> _Provided entries_:
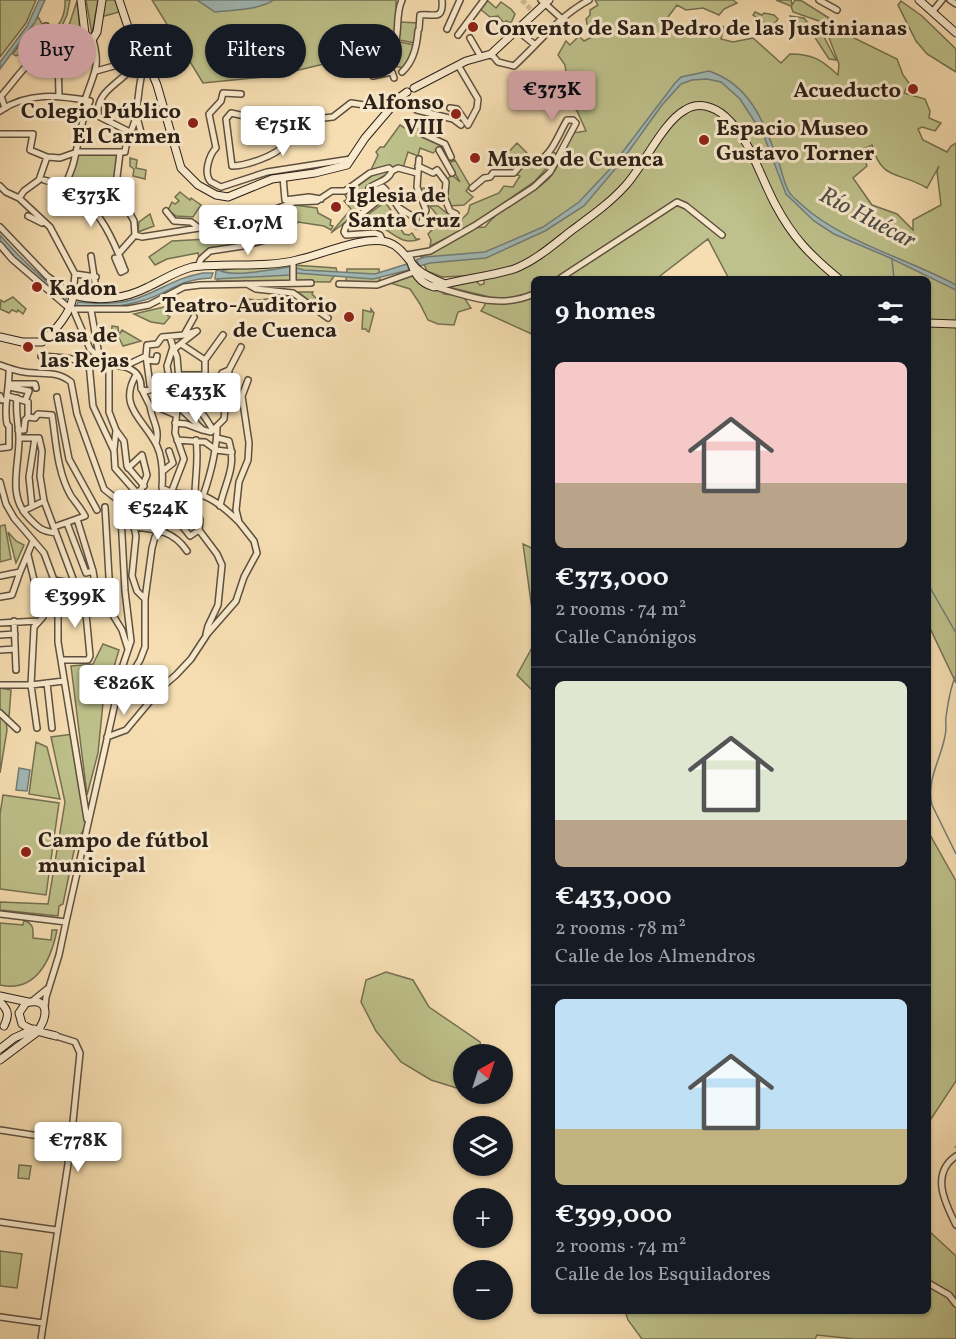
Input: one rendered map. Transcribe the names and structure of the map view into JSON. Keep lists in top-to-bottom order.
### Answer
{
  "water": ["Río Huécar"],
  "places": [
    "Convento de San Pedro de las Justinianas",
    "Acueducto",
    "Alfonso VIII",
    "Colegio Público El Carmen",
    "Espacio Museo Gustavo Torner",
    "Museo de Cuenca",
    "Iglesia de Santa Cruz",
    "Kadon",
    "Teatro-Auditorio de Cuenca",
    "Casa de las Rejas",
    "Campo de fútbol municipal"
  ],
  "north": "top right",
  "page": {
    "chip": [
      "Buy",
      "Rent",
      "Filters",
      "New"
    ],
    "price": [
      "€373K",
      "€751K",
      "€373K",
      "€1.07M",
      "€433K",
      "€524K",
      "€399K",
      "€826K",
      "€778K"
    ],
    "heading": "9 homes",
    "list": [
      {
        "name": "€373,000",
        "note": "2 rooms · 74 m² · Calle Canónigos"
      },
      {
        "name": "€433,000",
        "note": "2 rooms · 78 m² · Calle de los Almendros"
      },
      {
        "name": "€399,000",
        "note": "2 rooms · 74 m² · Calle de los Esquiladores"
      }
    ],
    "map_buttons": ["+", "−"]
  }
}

> _Exercise requirements_: Wherever a picture appears in the records above, leave it out and transcribe everything else exactly.

> _Answer section_:
Input: one rendered map. Transcribe the names and structure of the map view into JSON. Keep lists in top-to-bottom order.
### Answer
{
  "water": ["Río Huécar"],
  "places": [
    "Convento de San Pedro de las Justinianas",
    "Acueducto",
    "Alfonso VIII",
    "Colegio Público El Carmen",
    "Espacio Museo Gustavo Torner",
    "Museo de Cuenca",
    "Iglesia de Santa Cruz",
    "Kadon",
    "Teatro-Auditorio de Cuenca",
    "Casa de las Rejas",
    "Campo de fútbol municipal"
  ],
  "north": "top right",
  "page": {
    "chip": [
      "Buy",
      "Rent",
      "Filters",
      "New"
    ],
    "price": [
      "€373K",
      "€751K",
      "€373K",
      "€1.07M",
      "€433K",
      "€524K",
      "€399K",
      "€826K",
      "€778K"
    ],
    "heading": "9 homes",
    "list": [
      {
        "name": "€373,000",
        "note": "2 rooms · 74 m² · Calle Canónigos"
      },
      {
        "name": "€433,000",
        "note": "2 rooms · 78 m² · Calle de los Almendros"
      },
      {
        "name": "€399,000",
        "note": "2 rooms · 74 m² · Calle de los Esquiladores"
      }
    ],
    "map_buttons": ["+", "−"]
  }
}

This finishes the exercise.